The letter read: "I, Ron Vasek, regarding a trip I was on when I was 16 years old, and on which a priest of the Diocese of Crookston was also participating, clearly and freely state that I have no desire to nor
do I make any accusation of sexual impropriety by the priest toward me."
Hoeppner, in a statement issued at the time of the lawsuit, said he "categorically denies that he in any way forced, coerced or encouraged Mr. Vasek to not pursue his allegations regarding Msgr. Grundhaus." The diocese said it reported Vasek's allegations to law enforcement in 2011.
In a new statement Wednesday, Hoeppner reiterated that position, saying "I did not pressure Mr. Vasek to remain quiet when we met in 2011 or when we met again in 2015. Mr. Vasek had indicated to me that he wanted the alleged incident to remain confidential. I attempted to abide by his wishes," and adding later, "I did not pressure Mr. Vasek into making any decision with which he was not comfortable."
The bishop continued: "Looking back and knowing what I do now, I believe I would have handled my conversations with Mr. Vasek differently."
That Hoeppner had to turn over the letter in question was an important and satisfying outcome for Vasek, said Fr. Robert Schreiner, a longtime friend who attested at the May press conference that he believed Vasek's account.
"That's always been the pain of it for him, since 2015, was that he was made to sign a lie. And that that piece of paper is back now, he's happy about that," Schreiner told NCR.

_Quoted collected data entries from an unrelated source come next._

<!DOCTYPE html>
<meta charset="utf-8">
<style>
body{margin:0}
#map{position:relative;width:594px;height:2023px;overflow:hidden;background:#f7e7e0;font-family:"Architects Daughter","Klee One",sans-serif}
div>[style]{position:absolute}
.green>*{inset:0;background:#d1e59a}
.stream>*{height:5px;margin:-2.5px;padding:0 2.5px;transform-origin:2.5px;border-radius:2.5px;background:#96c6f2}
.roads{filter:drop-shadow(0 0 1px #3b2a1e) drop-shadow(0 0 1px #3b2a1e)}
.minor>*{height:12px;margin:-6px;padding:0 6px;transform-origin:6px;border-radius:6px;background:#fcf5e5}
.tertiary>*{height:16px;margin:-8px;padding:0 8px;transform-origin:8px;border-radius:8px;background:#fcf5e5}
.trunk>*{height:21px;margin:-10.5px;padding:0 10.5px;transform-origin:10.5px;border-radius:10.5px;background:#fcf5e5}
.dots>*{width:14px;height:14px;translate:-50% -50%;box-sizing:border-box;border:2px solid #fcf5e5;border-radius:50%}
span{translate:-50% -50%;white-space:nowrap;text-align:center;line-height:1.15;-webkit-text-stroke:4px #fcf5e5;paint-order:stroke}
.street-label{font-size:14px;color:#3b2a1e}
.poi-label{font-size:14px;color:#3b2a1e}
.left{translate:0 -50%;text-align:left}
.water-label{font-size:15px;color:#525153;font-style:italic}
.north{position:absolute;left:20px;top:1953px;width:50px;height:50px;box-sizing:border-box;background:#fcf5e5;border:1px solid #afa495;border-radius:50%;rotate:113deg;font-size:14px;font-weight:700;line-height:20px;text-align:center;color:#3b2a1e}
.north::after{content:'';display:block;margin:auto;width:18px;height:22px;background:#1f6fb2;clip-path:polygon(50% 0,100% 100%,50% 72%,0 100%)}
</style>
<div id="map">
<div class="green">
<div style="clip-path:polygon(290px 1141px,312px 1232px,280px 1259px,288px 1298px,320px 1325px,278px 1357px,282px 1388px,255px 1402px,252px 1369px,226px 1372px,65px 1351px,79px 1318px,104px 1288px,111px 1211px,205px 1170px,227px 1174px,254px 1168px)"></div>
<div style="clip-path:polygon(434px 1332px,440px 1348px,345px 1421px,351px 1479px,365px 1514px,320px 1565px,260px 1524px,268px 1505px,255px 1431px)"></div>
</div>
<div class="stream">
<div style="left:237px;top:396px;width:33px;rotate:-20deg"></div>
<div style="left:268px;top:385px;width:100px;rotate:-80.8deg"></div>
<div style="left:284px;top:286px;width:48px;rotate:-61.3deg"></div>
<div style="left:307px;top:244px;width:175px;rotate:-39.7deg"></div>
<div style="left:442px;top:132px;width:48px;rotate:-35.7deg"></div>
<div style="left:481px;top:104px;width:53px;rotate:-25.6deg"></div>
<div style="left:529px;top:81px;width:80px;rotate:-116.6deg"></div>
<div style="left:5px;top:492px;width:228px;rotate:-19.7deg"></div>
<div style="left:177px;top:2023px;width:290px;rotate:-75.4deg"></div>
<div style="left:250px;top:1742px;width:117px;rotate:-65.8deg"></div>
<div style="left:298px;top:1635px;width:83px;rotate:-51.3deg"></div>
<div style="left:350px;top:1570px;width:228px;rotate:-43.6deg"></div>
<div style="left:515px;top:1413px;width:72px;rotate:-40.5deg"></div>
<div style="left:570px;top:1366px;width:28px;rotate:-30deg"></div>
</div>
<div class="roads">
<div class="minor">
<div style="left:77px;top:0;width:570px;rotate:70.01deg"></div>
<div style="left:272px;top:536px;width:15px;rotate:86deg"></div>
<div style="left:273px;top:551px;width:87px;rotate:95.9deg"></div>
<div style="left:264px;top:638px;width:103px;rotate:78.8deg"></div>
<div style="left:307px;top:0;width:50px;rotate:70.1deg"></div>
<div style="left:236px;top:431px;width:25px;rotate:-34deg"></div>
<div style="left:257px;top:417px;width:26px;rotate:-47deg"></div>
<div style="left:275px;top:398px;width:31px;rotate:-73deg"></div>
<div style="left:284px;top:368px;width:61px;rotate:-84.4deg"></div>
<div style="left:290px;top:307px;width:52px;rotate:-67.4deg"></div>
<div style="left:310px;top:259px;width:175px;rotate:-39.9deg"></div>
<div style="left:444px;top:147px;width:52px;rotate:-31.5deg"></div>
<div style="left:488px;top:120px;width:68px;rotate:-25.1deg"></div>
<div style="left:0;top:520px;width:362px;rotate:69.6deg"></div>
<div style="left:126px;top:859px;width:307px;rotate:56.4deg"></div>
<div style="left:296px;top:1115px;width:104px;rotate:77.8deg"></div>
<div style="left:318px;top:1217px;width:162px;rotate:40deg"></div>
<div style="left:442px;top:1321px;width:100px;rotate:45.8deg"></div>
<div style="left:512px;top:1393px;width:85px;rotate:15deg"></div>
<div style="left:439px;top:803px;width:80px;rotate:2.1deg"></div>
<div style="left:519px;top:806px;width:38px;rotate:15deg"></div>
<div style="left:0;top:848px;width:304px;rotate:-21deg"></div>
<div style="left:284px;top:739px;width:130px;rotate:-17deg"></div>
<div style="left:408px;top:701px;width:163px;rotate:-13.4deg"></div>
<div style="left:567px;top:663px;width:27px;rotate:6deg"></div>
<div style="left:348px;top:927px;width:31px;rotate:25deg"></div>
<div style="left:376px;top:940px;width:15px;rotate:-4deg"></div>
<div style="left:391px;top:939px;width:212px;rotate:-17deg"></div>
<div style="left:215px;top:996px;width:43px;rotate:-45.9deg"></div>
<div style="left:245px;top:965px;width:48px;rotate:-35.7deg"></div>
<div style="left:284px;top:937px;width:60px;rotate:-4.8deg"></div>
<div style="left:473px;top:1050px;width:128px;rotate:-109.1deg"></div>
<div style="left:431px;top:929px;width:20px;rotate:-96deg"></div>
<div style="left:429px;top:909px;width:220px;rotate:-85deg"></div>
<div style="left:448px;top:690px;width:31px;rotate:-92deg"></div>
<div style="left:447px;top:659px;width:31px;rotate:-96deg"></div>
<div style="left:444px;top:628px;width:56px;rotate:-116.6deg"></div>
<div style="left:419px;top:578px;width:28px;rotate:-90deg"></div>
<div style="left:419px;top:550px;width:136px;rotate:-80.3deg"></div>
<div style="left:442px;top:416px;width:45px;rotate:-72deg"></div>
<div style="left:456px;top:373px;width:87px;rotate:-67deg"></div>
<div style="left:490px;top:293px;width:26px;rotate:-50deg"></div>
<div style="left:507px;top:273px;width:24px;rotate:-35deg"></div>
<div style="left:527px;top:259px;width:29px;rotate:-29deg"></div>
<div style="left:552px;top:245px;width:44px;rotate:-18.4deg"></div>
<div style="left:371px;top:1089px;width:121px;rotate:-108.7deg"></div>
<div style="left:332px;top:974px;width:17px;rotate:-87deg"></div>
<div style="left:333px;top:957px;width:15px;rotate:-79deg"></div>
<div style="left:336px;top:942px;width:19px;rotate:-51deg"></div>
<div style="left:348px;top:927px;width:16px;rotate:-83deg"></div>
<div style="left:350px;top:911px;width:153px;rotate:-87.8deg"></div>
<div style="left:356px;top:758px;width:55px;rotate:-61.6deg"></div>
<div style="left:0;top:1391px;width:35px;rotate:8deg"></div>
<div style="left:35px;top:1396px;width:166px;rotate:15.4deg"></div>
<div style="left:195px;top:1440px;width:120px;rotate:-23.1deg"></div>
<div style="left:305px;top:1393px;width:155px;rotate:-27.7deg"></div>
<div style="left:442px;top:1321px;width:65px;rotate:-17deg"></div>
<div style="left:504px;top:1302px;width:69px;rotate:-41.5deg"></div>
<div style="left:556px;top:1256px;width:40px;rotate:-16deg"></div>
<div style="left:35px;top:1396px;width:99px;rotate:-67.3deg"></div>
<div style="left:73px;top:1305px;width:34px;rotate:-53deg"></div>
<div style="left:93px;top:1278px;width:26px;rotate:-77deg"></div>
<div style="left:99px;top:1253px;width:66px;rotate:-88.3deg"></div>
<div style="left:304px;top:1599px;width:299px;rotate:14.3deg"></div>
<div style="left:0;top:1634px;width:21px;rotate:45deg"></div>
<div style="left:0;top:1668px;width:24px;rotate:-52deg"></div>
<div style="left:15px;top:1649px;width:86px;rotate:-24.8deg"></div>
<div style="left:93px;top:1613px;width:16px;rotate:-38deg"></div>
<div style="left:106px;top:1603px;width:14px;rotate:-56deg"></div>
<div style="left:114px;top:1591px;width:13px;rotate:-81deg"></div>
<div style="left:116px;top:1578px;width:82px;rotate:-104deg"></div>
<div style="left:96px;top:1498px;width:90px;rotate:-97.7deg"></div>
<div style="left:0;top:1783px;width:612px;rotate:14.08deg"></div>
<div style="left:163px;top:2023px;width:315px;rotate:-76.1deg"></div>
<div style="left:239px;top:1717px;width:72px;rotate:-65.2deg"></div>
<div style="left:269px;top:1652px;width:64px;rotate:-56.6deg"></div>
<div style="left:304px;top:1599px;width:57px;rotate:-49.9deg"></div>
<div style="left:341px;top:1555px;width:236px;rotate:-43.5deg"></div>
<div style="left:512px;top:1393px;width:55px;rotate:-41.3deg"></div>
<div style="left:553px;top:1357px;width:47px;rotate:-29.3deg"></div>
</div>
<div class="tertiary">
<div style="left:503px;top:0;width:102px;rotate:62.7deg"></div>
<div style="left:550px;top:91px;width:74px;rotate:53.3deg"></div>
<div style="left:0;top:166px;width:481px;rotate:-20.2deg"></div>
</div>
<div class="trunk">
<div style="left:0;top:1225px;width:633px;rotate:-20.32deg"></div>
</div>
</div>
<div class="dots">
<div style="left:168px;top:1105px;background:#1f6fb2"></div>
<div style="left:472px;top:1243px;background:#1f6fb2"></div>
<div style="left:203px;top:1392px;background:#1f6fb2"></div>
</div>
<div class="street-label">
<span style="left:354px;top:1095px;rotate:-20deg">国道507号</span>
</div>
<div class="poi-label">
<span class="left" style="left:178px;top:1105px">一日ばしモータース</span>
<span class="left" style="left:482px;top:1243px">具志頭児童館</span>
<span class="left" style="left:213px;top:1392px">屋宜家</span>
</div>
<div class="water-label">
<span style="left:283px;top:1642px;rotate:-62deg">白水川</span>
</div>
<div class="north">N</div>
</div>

Vasek said it was during his discernment to become a deacon in the late 2000s that he ended his silence about the alleged abuse, in a conversation with a priest of another diocese.
Eventually, the allegation made its way to Hoeppner, according to the lawsuit, who in a meeting with Vasek reportedly said it would be "detrimental" to Grundhaus' reputation if the accusation was made public. The bishop went on to say, according to the lawsuit, that there would be no issues with Vasek's entry into the permanent diaconate program if he kept quiet.

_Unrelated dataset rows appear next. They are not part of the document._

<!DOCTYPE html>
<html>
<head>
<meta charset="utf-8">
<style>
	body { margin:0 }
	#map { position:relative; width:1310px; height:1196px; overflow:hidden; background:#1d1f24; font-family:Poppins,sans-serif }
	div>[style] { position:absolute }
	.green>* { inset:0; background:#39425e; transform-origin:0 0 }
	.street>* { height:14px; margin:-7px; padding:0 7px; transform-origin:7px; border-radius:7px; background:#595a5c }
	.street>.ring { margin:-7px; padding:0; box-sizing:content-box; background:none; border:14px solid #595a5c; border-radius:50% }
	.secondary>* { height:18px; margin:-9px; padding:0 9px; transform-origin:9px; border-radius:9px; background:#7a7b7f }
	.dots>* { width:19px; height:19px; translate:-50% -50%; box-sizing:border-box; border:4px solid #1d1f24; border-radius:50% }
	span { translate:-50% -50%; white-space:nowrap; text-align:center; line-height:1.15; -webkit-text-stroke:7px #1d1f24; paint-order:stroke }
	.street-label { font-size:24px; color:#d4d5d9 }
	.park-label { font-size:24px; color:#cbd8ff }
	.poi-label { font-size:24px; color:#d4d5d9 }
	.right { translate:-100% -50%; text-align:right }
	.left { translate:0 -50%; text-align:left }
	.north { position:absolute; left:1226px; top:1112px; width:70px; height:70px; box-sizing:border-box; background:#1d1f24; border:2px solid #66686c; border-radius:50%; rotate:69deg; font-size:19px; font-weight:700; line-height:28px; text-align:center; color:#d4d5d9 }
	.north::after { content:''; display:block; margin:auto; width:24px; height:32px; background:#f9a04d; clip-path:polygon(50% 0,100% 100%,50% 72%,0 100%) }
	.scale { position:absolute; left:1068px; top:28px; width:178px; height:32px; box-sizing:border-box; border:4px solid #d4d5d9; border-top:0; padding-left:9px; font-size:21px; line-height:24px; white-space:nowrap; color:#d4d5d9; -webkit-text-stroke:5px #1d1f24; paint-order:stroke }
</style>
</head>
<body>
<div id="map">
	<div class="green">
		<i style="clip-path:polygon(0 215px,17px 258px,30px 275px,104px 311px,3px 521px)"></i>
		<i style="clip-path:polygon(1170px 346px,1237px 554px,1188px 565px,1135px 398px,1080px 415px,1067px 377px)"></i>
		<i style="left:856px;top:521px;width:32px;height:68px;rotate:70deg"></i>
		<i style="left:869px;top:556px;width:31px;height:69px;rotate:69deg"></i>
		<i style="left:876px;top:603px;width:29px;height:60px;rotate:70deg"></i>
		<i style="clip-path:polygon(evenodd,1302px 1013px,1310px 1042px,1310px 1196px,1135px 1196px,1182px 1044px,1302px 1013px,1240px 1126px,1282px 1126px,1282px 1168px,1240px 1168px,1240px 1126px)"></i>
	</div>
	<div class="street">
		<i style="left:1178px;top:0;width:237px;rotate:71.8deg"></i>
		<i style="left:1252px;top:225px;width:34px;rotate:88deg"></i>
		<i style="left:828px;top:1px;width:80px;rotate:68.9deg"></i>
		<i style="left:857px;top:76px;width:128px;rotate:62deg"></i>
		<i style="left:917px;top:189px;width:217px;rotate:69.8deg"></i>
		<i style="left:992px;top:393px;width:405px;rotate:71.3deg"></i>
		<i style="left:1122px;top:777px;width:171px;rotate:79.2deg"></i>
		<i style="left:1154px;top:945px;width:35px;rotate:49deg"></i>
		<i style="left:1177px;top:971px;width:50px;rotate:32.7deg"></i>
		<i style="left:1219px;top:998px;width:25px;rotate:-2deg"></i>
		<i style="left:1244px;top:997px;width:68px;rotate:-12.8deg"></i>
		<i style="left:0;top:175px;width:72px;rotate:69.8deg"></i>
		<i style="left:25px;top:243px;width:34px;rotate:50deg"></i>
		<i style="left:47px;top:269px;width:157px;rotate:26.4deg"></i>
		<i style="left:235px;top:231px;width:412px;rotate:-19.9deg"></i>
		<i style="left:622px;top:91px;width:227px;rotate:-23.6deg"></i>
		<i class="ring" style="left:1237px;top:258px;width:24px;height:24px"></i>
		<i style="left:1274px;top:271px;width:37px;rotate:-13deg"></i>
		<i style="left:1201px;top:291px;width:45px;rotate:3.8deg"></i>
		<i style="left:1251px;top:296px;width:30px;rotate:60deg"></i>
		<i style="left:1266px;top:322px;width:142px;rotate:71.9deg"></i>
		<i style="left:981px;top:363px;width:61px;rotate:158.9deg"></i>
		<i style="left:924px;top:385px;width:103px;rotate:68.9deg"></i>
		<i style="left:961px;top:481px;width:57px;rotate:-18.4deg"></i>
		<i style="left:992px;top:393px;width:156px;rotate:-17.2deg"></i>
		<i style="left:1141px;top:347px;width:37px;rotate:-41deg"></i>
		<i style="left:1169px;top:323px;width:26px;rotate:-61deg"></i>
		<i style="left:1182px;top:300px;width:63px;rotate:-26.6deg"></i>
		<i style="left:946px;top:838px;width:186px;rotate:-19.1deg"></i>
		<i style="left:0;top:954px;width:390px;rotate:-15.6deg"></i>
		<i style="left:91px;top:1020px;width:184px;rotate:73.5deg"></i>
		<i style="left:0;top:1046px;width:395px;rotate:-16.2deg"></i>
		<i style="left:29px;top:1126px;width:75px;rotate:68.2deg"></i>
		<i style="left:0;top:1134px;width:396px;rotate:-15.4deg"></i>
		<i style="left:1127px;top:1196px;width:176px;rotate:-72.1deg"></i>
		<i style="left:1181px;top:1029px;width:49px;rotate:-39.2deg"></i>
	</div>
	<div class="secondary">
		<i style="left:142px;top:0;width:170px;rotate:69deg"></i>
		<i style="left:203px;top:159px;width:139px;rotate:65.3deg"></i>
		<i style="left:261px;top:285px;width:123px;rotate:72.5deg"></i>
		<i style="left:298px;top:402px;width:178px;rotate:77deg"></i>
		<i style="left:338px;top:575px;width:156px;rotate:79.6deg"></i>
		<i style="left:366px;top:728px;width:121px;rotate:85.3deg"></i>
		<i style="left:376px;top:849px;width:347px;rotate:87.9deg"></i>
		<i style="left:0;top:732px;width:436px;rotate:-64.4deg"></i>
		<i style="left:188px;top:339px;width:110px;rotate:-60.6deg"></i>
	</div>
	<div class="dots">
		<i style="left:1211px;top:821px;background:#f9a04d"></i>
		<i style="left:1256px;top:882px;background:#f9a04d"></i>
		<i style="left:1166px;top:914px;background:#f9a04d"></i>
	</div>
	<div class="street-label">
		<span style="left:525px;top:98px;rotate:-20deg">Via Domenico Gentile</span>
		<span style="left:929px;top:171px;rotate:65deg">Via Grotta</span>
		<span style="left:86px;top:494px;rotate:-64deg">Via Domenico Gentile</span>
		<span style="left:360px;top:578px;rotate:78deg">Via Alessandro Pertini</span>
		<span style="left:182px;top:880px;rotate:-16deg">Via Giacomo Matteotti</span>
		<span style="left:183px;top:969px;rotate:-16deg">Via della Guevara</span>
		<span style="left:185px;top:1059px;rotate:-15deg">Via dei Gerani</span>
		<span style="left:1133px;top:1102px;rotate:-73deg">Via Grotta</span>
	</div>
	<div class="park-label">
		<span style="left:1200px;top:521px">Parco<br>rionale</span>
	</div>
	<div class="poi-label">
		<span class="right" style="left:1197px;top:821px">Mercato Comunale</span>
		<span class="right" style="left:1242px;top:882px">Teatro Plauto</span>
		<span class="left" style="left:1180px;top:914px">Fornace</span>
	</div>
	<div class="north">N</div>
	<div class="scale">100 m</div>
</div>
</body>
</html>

Vasek's deacon class was ordained June 10 without him. He still desires to be ordained someday, said Schreiner, who led the diocesan office for the permanent diaconate while Vasek was in the program. The priest resigned that position on May 9 — the same day he stood beside Vasek in a show of support at the press conference.

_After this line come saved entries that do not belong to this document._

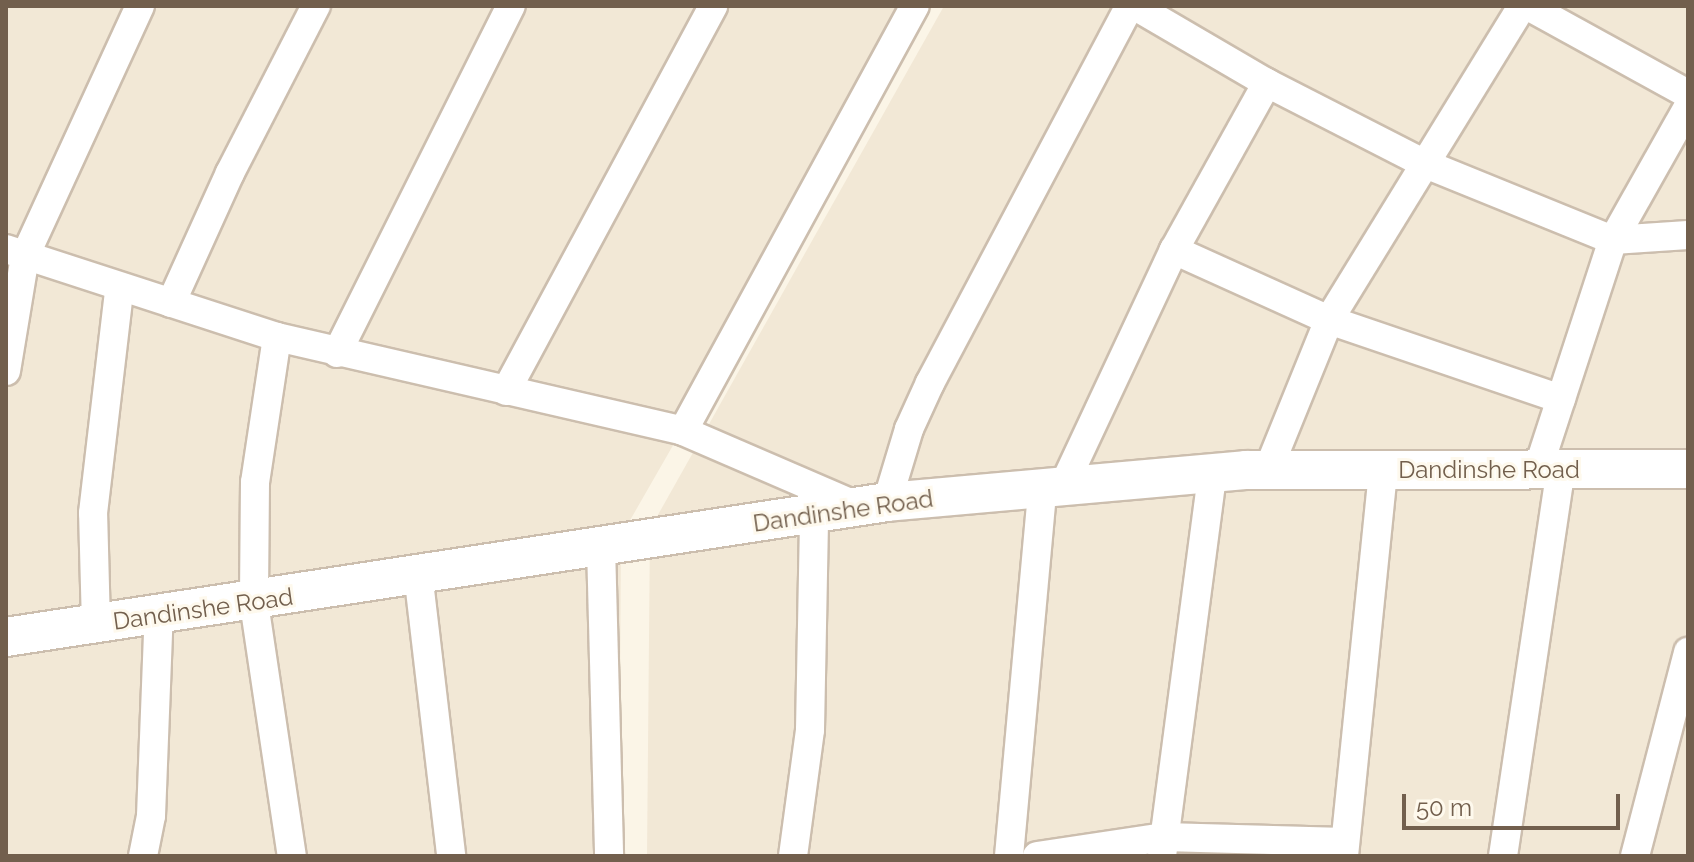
<!DOCTYPE html>
<html>
<head>
<meta charset="utf-8">
<style>
  body { margin:0 }
  #map { position:relative; width:1694px; height:862px; overflow:hidden; background:#fbf5e7; font-family:Raleway,sans-serif }
  div>[style] { position:absolute }
  [style*='--x'] { left:calc(var(--x)*1px); top:calc(var(--y)*1px); width:calc(var(--w)*1px); rotate:calc(var(--a)*1deg) }
  .residential>* { inset:0; background:#f2e8d6 }
  .roads { filter:drop-shadow(2px 0 #ccbeae) drop-shadow(-2px 0 #ccbeae) drop-shadow(0 2px #ccbeae) drop-shadow(0 -2px #ccbeae) }
  .street>* { height:28px; margin:-14px; padding:0 14px; transform-origin:14px; border-radius:14px; background:#fff }
  .secondary>* { height:38px; margin:-19px; padding:0 19px; transform-origin:19px; border-radius:19px; background:#fff }
  span { translate:-50% -50%; white-space:nowrap; text-align:center; line-height:1.15; -webkit-text-stroke:6px #fef9ed; paint-order:stroke }
  .street-label { font-size:24px; color:#725f4d }
  .frame { position:absolute; inset:0; border:8px solid #725f4d; pointer-events:none }
  .scale { position:absolute; left:1402px; top:794px; width:218px; height:36px; box-sizing:border-box; border:4px solid #725f4d; border-top:0; padding-left:10px; font-size:24px; line-height:28px; white-space:nowrap; color:#725f4d; -webkit-text-stroke:6px #fef9ed; paint-order:stroke }
</style>
</head>
<body>
<div id="map">
  <div class="residential">
    <div style="clip-path:polygon(6px 6px,925px 6px,621px 536px,619px 856px,6px 856px)"></div>
    <div style="clip-path:polygon(944px 6px,1688px 6px,1688px 856px,647px 856px,650px 529px)"></div>
  </div>
  <div class="roads">
    <div class="street">
      <div style="--x:1135;--y:6;--w:153;--a:30.3"></div>
      <div style="--x:1267;--y:83;--w:175;--a:27.1"></div>
      <div style="--x:1423;--y:163;--w:205;--a:22.1"></div>
      <div style="--x:1613;--y:240;--w:75;--a:-3.8"></div>
      <div style="--x:1528;--y:6;--w:183;--a:28.8"></div>
      <div style="--x:6;--y:249;--w:285;--a:18"></div>
      <div style="--x:277;--y:337;--w:417;--a:13"></div>
      <div style="--x:683;--y:431;--w:189;--a:23.3"></div>
      <div style="--x:1174;--y:250;--w:170;--a:24.3"></div>
      <div style="--x:1329;--y:320;--w:245;--a:18.8"></div>
      <div style="--x:171;--y:303;--w:143;--a:-65.6"></div>
      <div style="--x:230;--y:173;--w:188;--a:-62.8"></div>
      <div style="--x:277;--y:337;--w:147;--a:98.6"></div>
      <div style="--x:255;--y:482;--w:121;--a:90.5"></div>
      <div style="--x:254;--y:603;--w:256;--a:81.5"></div>
      <div style="--x:337;--y:353;--w:388;--a:-63.4"></div>
      <div style="--x:6;--y:371;--w:117;--a:-80.6"></div>
      <div style="--x:25;--y:256;--w:275;--a:-65.3"></div>
      <div style="--x:506;--y:391;--w:437;--a:-61.7"></div>
      <div style="--x:683;--y:431;--w:484;--a:-61.4"></div>
      <div style="--x:1538;--y:469;--w:241;--a:-71.9"></div>
      <div style="--x:1613;--y:240;--w:153;--a:-60.6"></div>
      <div style="--x:1268;--y:470;--w:162;--a:-67.9"></div>
      <div style="--x:1329;--y:320;--w:369;--a:-58.4"></div>
      <div style="--x:1062;--y:489;--w:264;--a:-64.9"></div>
      <div style="--x:1174;--y:250;--w:191;--a:-60.9"></div>
      <div style="--x:887;--y:502;--w:76;--a:-73.2"></div>
      <div style="--x:909;--y:429;--w:51;--a:-65.5"></div>
      <div style="--x:930;--y:383;--w:427;--a:-62.1"></div>
      <div style="--x:601;--y:546;--w:310;--a:88.5"></div>
      <div style="--x:418;--y:573;--w:285;--a:83.3"></div>
      <div style="--x:96;--y:625;--w:112;--a:-91.5"></div>
      <div style="--x:93;--y:513;--w:225;--a:-83.3"></div>
      <div style="--x:143;--y:856;--w:41;--a:-78.7"></div>
      <div style="--x:151;--y:816;--w:204;--a:-87.8"></div>
      <div style="--x:793;--y:856;--w:127;--a:-82.3"></div>
      <div style="--x:810;--y:730;--w:216;--a:-88.9"></div>
      <div style="--x:1009;--y:856;--w:366;--a:-84.8"></div>
      <div style="--x:1037;--y:856;--w:128;--a:-8.5"></div>
      <div style="--x:1164;--y:837;--w:181;--a:1.6"></div>
      <div style="--x:1162;--y:856;--w:385;--a:-82.5"></div>
      <div style="--x:1344;--y:856;--w:388;--a:-84.2"></div>
      <div style="--x:1503;--y:856;--w:391;--a:-81.5"></div>
      <div style="--x:1635;--y:856;--w:211;--a:-75.4"></div>
    </div>
    <div class="secondary">
      <div style="--x:6;--y:637;--w:891;--a:-8.71"></div>
      <div style="--x:887;--y:502;--w:360;--a:-5.1"></div>
      <div style="--x:1246;--y:470;--w:442;--a:-0.1"></div>
    </div>
  </div>
  <div class="street-label">
    <span style="left:1489px;top:470px">Dandinshe Road</span>
    <span style="left:843px;top:511px;rotate:-8deg">Dandinshe Road</span>
    <span style="left:203px;top:609px;rotate:-8deg">Dandinshe Road</span>
  </div>
  <div class="frame"></div>
  <div class="scale">50 m</div>
</div>
</body>
</html>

In his Sept. 27 statement, Hoeppner said he was willing to ordain Vasek, but respected his decision not to enter diaconal ministry at this time. In May, Vasek said he did not trust the bishop and could not swear obedience to him, one of the promises a candidate makes during the ordination ceremony.
The remaining charges of the lawsuit against the Crookston Diocese — three counts of negligence and two counts of public nuisance — were argued at a court hearing Sept. 20 before Minnesota District Court Judge Kurt Marben. He has 90 days to decide whether to grant the diocese's motion to dismiss or to allow the claims to proceed to trial, though a decision is expected sooner.
The judge is also expected to decide on separate sanctions brought by Anderson against the diocese, alleging noncompliance with regard to a 2015 court order that required it to produce all the names and files of priests who had been accused of sexual abuse. In addition to Grundhaus, Anderson said his law firm has uncovered three additional alleged abusive priests not included by the diocese in its disclosure.
Schreiner, pastor of St. Joseph's Church in Red Lake Falls, said that people in the Crookston area are closely following the case's proceedings.
"They just really want the truth to come out in its totality," the priest said of friends and parishioners who have spoken to him about the lawsuit. "And that all the actors involved would be honest and tell the truth."